▸ THE INPUT:

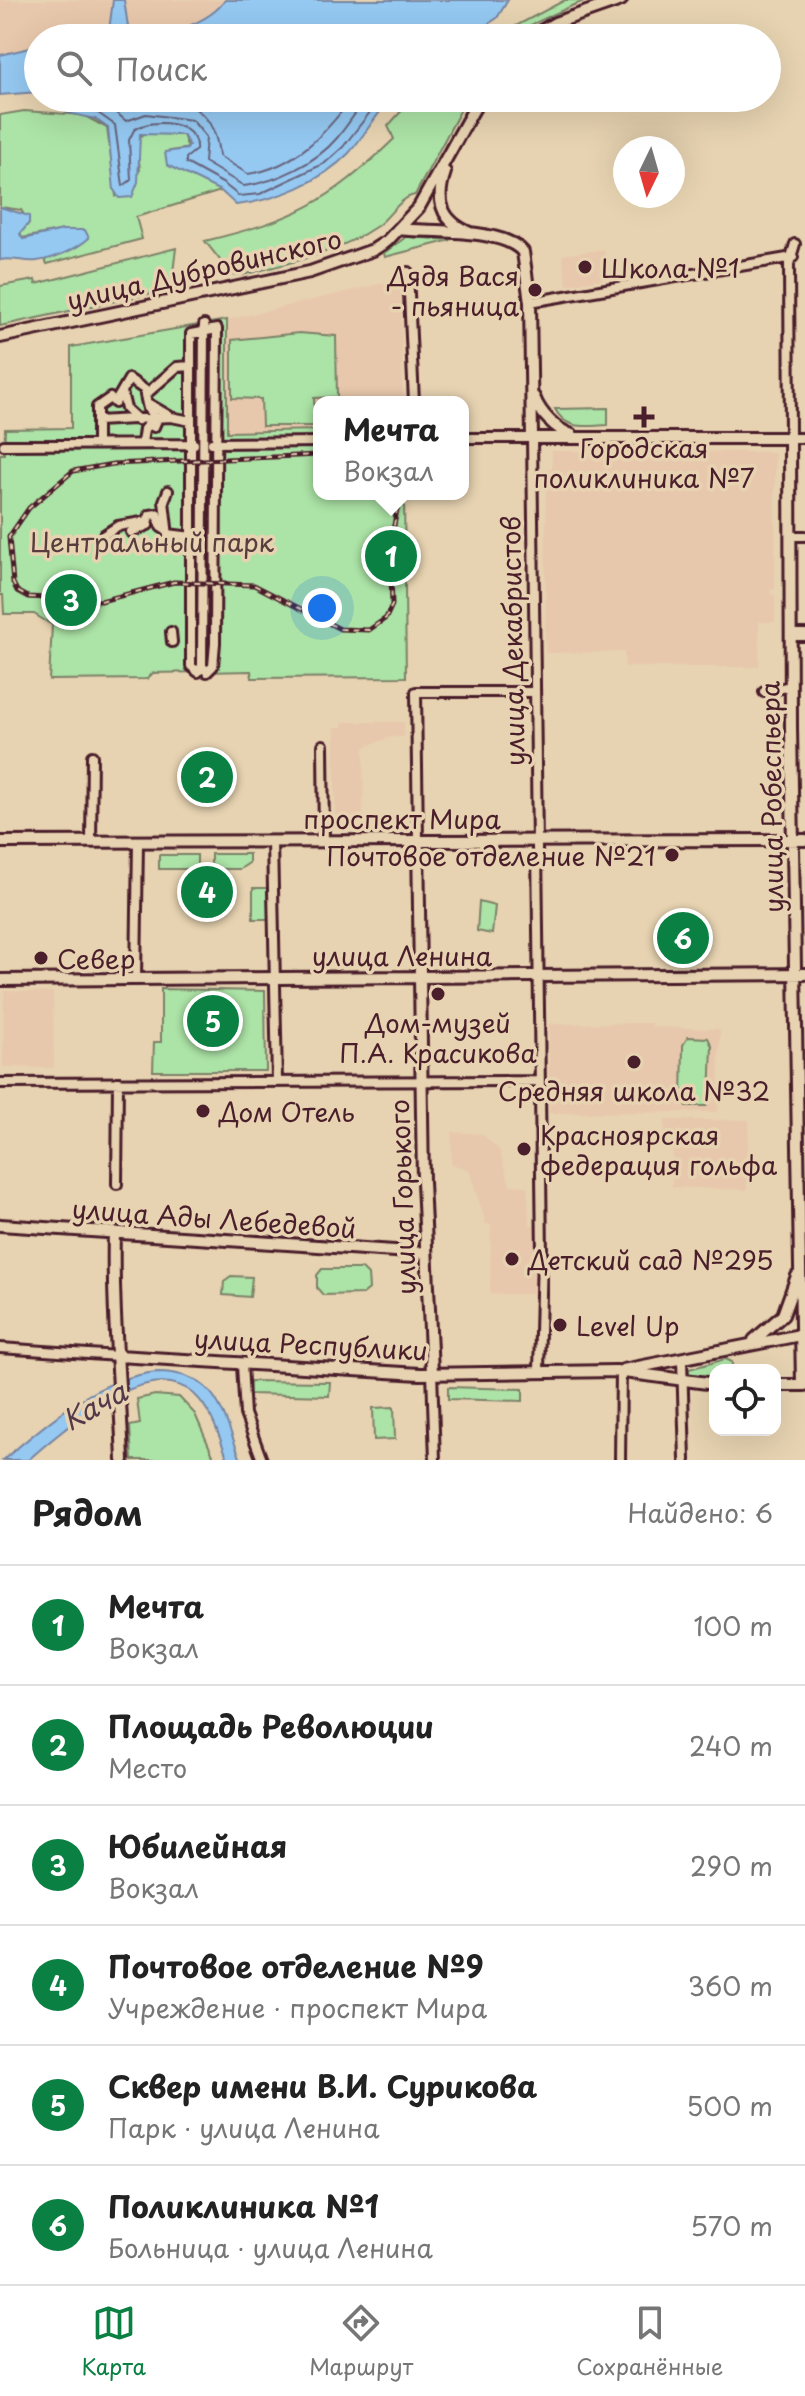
<!DOCTYPE html>
<html lang="ru">
<meta charset="utf-8">
<style>
body{margin:0;font-family:"Playpen Sans",sans-serif;background:#f2f2f2;color:#222}
.controls{position:absolute;right:24px;bottom:24px;display:grid;overflow:hidden;border-radius:16px;box-shadow:0 8px 32px #0002}
.controls button{width:72px;height:72px;display:grid;place-items:center;padding:0;border:0;border-bottom:2px solid #e0e0e0;background:#fff;color:#222;font:40px sans-serif}
.compass{position:absolute;left:613px;top:136px;width:72px;height:72px;border-radius:50%;background:#fff;box-shadow:0 8px 32px #0002;rotate:185deg}
.you{position:absolute;left:322px;top:608px;width:28px;height:28px;margin:-20px;border:6px solid #fff;border-radius:50%;background:#1a73e8;box-shadow:0 0 0 12px #1a73e833}
.badge{display:grid;place-items:center;width:52px;height:52px;border-radius:50%;background:#0b8043;color:#fff;font-size:26px;font-weight:700}
.pin{position:absolute;translate:-50% -50%;border:4px solid #fff;box-shadow:0 2px 8px #0006}
.popup{position:absolute;left:313px;top:396px;width:156px;height:104px;box-sizing:border-box;display:grid;place-content:center;border-radius:16px;background:#fff;filter:drop-shadow(0 2px 6px #0005);font-size:26px;white-space:nowrap;color:#767676}
.popup b{font-size:30px;color:#222}
.popup::after{content:'';position:absolute;left:50%;top:100%;margin-left:-16px;border:16px solid transparent;border-top-color:#fff}
.list{margin:0;padding:0;list-style:none}
h2{display:flex;justify-content:space-between;align-items:center;height:104px;margin:0;padding:0 32px;font-size:34px}
h2 small{font-size:26px;font-weight:400;color:#767676}
.list li{display:grid;grid-template-columns:52px 1fr auto;gap:24px;align-items:center;box-sizing:border-box;height:120px;padding:0 32px;border-top:2px solid #e0e0e0}
.list b{display:block;font-size:30px;white-space:nowrap}
.list p{margin:0;font-size:26px;white-space:nowrap;color:#767676}
.list em{font-size:26px;font-style:normal;color:#767676}
.icon{flex:none;width:44px;height:44px;fill:none;stroke:currentColor;stroke-width:2;stroke-linecap:round;stroke-linejoin:round}
.map{position:relative;flex:none;width:805px;height:1460px;overflow:hidden}
.search{position:absolute;background:#fff;box-shadow:0 8px 32px #0002;left:24px;right:24px;top:24px;height:88px;display:flex;align-items:center;gap:20px;box-sizing:border-box;padding:0 28px;border-radius:44px;color:#767676;font-size:30px}
.sheet{height:824px;background:#fff}
nav{display:flex;justify-content:space-around;align-items:center;box-sizing:border-box;height:112px;border-top:2px solid #e0e0e0;background:#fff;font-size:22px;color:#767676}
nav a{display:grid;justify-items:center;gap:4px}
nav .on{color:#0b8043}
.map>svg:first-child{display:block}
.built{fill:#e8c8ac}
.green{fill:#ace3a6;stroke:#7b8168;stroke-width:2}
.water{fill:#95c9f2;stroke:#7785a2;stroke-width:2}
.lines{fill:none;stroke-linecap:round;stroke-linejoin:round}
.shore{stroke:#68637b;stroke-width:2}
.minor-casing{stroke:#4a1f2b;stroke-width:14}
.major-casing{stroke:#4a1f2b;stroke-width:16}
.minor{stroke:#e7d3b1;stroke-width:8}
.major{stroke:#e7d3b1;stroke-width:10}
.rail-casing{stroke:#4a1f2b;stroke-width:5}
.rail{stroke:#e7d3b1;stroke-width:2;stroke-dasharray:6;stroke-linecap:butt}
.poi-dot{fill:#4a1f2b;stroke:#e7d3b1;stroke-width:3}
.labels{text-anchor:middle;dominant-baseline:central;stroke-width:7;stroke-linejoin:round;paint-order:stroke}
.poi-label{font-size:26px;fill:#4a1f2b;stroke:#e7d3b1;text-anchor:start}
.street-label{font-size:26px;fill:#4a1f2b;stroke:#e7d3b1}
.park-label{font-size:26px;fill:#593c3d;stroke:#e7d3b1}
.water-label{font-size:28px;font-style:italic;fill:#553849;stroke:#e7d3b1}
</style>
<div class="map">
<svg width="805" height="1460" viewBox="0 0 805 1460">
<rect width="100%" height="100%" fill="#e7d3b1"/>
<filter id="ink" filterUnits="userSpaceOnUse"><feTurbulence type="fractalNoise" baseFrequency=".0125" numOctaves="2"/><feDisplacementMap in="SourceGraphic" scale="16" xChannelSelector="R" yChannelSelector="G"/><feConvolveMatrix kernelMatrix="1 2 1 2 8 2 1 2 1" color-interpolation-filters="sRGB"/></filter>
<g filter="url(#ink)">
<path class="built" d="M0 0H113L111 33 108 38H38V46L0 55Z
M124 0H225L214 13 193 23 138 38 129 33Z
M604 249 609 278 567 285 562 255Z
M401 279 403 402H319V430L227 432V320Z
M552 451 775 452V589L770 590 771 595H775V622H759V667H625L624 652 545 653 546 469 552 468Z
M342 722H404V737H391L364 747 363 823 335 822V727H342Z
M4 991 53 992 54 1068 3 1067Z
M652 1023V1027L720 1029 718 1112 549 1113V1024Z
M665 1120H749L747 1190 672 1187 673 1137 664 1136Z
M452 1132 482 1134 499 1150 510 1185 527 1186 530 1225 535 1226 533 1294H490L491 1225 486 1224 469 1170 451 1164Z"/>
<path class="green" d="M565 0H587C562 8 511 38 493 38Z
M413 98H467L415 195C400 197 389 218 377 226 336 254 289 263 242 275L231 274 205 241C295 219 327 204 394 139L388 126Z
M24 111 83 115 107 128 116 196 140 170 137 140 146 132 183 135 188 148 165 152 170 166 221 191 136 217 142 239 47 264 45 259 76 246 63 230 22 238 20 234 29 223 21 210 0 207V115Z
M406 237H410L451 240 385 257 384 253Z
M176 248 172 281 166 290 0 326V286L35 280 36 284Z
M227 320V432L319 430V494H404L406 677 252 678 251 671 153 673 147 679 49 680 52 625 34 614H4L3 595H0V454H4L5 429 71 428V347Z
M299 333 336 336 337 397 314 398 315 426H262L261 399 232 398V340Z
M608 408V425C587 426 566 431 555 409Z
M211 854H249V863L240 869H211Z
M159 855H197V869H159Z
M253 888H269L268 919H253Z
M479 902 495 906 492 934 477 931Z
M161 989 265 991 266 1071H153L154 1042H161Z
M688 1037 708 1038 712 1046 710 1099 706 1106H687L682 1099 683 1045Z
M322 1269H362L368 1275 369 1289 363 1294 323 1295 317 1288V1275Z
M231 1276 252 1277 250 1297 223 1295 224 1281Z
M726 1359 732 1362V1370H715V1379L689 1377V1369Z
M250 1381 330 1382 329 1396 249 1394Z
M448 1387 523 1389V1401L448 1399Z
M155 1395 179 1397 195 1414 215 1460H132L130 1426 140 1424 137 1399Z
M394 1407 395 1439 374 1440 373 1408Z"/>
<path class="water" d="M113 0H124L129 33 138 38C165 36 210 23 225 0H508L497 18 467 38H108Z
M38 46V92L0 95V55Z
M78 98H391C376 115 364 136 349 153 320 183 276 200 236 205L221 191 167 165 165 152 187 149 189 145 183 135 140 134 138 182 132 197 119 198 114 190 108 128 95 119 68 113 81 107Z
M0 207 29 216V223L20 234 23 239 63 230H85L89 238C77 249 54 259 37 261 26 263 13 257 0 260Z
M157 1372C218 1372 222 1412 241 1460H228C220 1439 212 1410 194 1394 148 1353 61 1431 28 1460H3C48 1422 96 1378 157 1372Z"/>
<g class="lines">
<path class="shore" d="M89 98 91 108 115 125 123 186 131 180 129 140 134 130C152 117 199 121 196 150L186 158V163L224 184 239 196 260 194 325 163 343 147 381 98
M99 98 126 121 146 114 192 120 206 137 204 162 244 186C276 182 316 163 337 138 348 125 356 111 367 98
M118 98 128 106C176 92 215 103 219 156L248 174C294 168 326 133 352 98"/>
<defs>
<path id="minor" d="M795 244 789 264 790 438H805
M408 272 414 402
M530 302 793 257
M217 329 215 643 213 666 207 672 202 666 198 672 191 666V334Z
M122 392 126 409 138 420
M149 404 171 417 191 421
M97 421 171 417
M463 438H532L542 1255 539 1371
M97 442V407L110 398 115 403 129 379 145 390V395
M142 443 144 429 149 424 154 427 157 420 148 409 145 395 177 367 191 366
M212 443 319 442
M4 445 194 444
M168 491 164 501 169 545
M131 532 148 525
M168 534 192 537
M104 535 118 526 148 521 150 515 157 514 161 527 166 530
M790 536H805
M171 632 172 642
M202 666 204 325
M764 692 791 686
M323 745 324 841
M418 840 416 692H534
M272 841 277 1081
M91 842 92 756
M136 979 138 842
M0 1083 539 1081
M117 1184 118 1082
M0 1348 118 1356
M682 1360 685 1460
M242 1365 245 1414 262 1460
M432 1372 435 1460
M620 1460 621 1371"/>
<path id="major" d="M529 38 555 23 621 0
M445 172C435 201 441 221 470 233
M398 229C430 233 502 227 523 252L530 302 532 438H790L791 728 802 1385
M0 337 310 272 373 250 387 241 419 207 480 98
M534 397C540 413 555 429 572 435
M793 635H805
M418 840 423 1182 432 1372
M0 842 805 840
M0 980 805 974
M0 1225 425 1253
M114 1233C112 1309 120 1384 123 1460
M754 1340 783 1315 797 1276
M118 1356 420 1374 616 1371 715 1384
M623 1370 805 1334
M775 1385H805"/>
</defs>
<use href="#minor" class="minor-casing"/>
<use href="#major" class="major-casing"/>
<use href="#minor" class="minor"/>
<use href="#major" class="major"/>
<defs>
<path id="rail" d="M319 455 113 464 73 471 29 508 9 537 13 583 17 591 28 597 101 601 174 582 254 585 340 629 369 630 386 618 392 605 390 546 400 494"/>
</defs>
<use href="#rail" class="rail-casing"/>
<use href="#rail" class="rail"/>
</g>
</g>
<g class="poi-dot">
<circle cx="585" cy="267" r="8"/>
<circle cx="535" cy="290" r="8"/>
<path d="M640 405h8v8h8v8h-8v8h-8v-8h-8v-8h8z"/>
<circle cx="672" cy="855" r="8"/>
<circle cx="41" cy="958" r="8"/>
<circle cx="438" cy="994" r="8"/>
<circle cx="634" cy="1062" r="8"/>
<circle cx="203" cy="1111" r="8"/>
<circle cx="524" cy="1149" r="8"/>
<circle cx="512" cy="1259" r="8"/>
<circle cx="560" cy="1325" r="8"/>
</g>
<g class="labels">
<g class="poi-label">
<text x="601" y="267">Школа №1</text>
<text x="519" y="275" text-anchor="end">Дядя Вася<tspan x="519" dy="30">- пьяница</tspan></text>
<text x="644" y="447" text-anchor="middle">Городская<tspan x="644" dy="30">поликлиника №7</tspan></text>
<text x="656" y="855" text-anchor="end">Почтовое отделение №21</text>
<text x="57" y="958">Север</text>
<text x="438" y="1022" text-anchor="middle">Дом-музей<tspan x="438" dy="30">П.А. Красикова</tspan></text>
<text x="634" y="1090" text-anchor="middle">Средняя школа №32</text>
<text x="219" y="1111">Дом Отель</text>
<text x="540" y="1134">Красноярская<tspan x="540" dy="30">федерация гольфа</tspan></text>
<text x="528" y="1259">Детский сад №295</text>
<text x="576" y="1325">Level Up</text>
</g>
<g class="street-label">
<text transform="translate(204 269) rotate(-13)">улица Дубровинского</text>
<text transform="translate(512 641) rotate(-91)">улица Декабристов</text>
<text transform="translate(771 797) rotate(-91)">улица Робеспьера</text>
<text x="402" y="818">проспект Мира</text>
<text x="402" y="955">улица Ленина</text>
<text transform="translate(402 1197) rotate(-92)">улица Горького</text>
<text transform="translate(214 1218) rotate(4)">улица Ады Лебедевой</text>
<text transform="translate(311 1344) rotate(3)">улица Республики</text>
</g>
<g class="park-label">
<text x="152" y="541">Центральный парк</text>
</g>
<g class="water-label">
<text transform="translate(94 1405) rotate(-29)">Кача</text>
</g>
</g>
</svg>
<div class="controls">
<button><svg class="icon" aria-label="locate" viewBox="0 0 24 24"><circle cx="12" cy="12" r="6"/><path d="M12 2v4M12 18v4M2 12h4M18 12h4"/></svg></button>
</div>
<svg class="compass" viewBox="-18 -18 36 36"><path d="M0-13l5 13h-10z" fill="#e53935"/><path d="M0 13l5-13h-10z" fill="#767676"/></svg>
<div class="you"></div>
<div class="pin badge" style="left:391px;top:556px">1</div>
<div class="popup"><b>Мечта</b>Вокзал</div>
<div class="pin badge" style="left:207px;top:777px">2</div>
<div class="pin badge" style="left:71px;top:600px">3</div>
<div class="pin badge" style="left:207px;top:892px">4</div>
<div class="pin badge" style="left:213px;top:1021px">5</div>
<div class="pin badge" style="left:683px;top:938px">6</div>
<div class="search"><svg class="icon" aria-label="search" viewBox="0 0 24 24"><circle cx="10" cy="10" r="6"/><path d="M15 15l6 6"/></svg>Поиск</div>
</div>
<section class="sheet">
<h2>Рядом<small>Найдено: 6</small></h2>
<ul class="list">
<li><span class="badge">1</span><div><b>Мечта</b><p>Вокзал</p></div><em>100 m</em></li>
<li><span class="badge">2</span><div><b>Площадь Революции</b><p>Место</p></div><em>240 m</em></li>
<li><span class="badge">3</span><div><b>Юбилейная</b><p>Вокзал</p></div><em>290 m</em></li>
<li><span class="badge">4</span><div><b>Почтовое отделение №9</b><p>Учреждение · проспект Мира</p></div><em>360 m</em></li>
<li><span class="badge">5</span><div><b>Сквер имени В.И. Сурикова</b><p>Парк · улица Ленина</p></div><em>500 m</em></li>
<li><span class="badge">6</span><div><b>Поликлиника №1</b><p>Больница · улица Ленина</p></div><em>570 m</em></li>
</ul>
</section>
<nav>
<a class="on"><svg class="icon" aria-label="map" viewBox="0 0 24 24"><path d="M3 6l6-2 6 2 6-2v14l-6 2-6-2-6 2zM9 4v14M15 6v14"/></svg>Карта</a>
<a><svg class="icon" aria-label="directions" viewBox="0 0 24 24"><path d="M12 3l9 9-9 9-9-9zM9 14v-3h6M13 9l2 2-2 2"/></svg>Маршрут</a>
<a><svg class="icon" aria-label="saved" viewBox="0 0 24 24"><path d="M7 4h10v16l-5-4-5 4z"/></svg>Сохранённые</a>
</nav>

▸ WHAT NEEDS TO BE DONE: Scan the records above. Return every line with "lines" in it.

▸ ANSWER:
.lines{fill:none;stroke-linecap:round;stroke-linejoin:round}
<g class="lines">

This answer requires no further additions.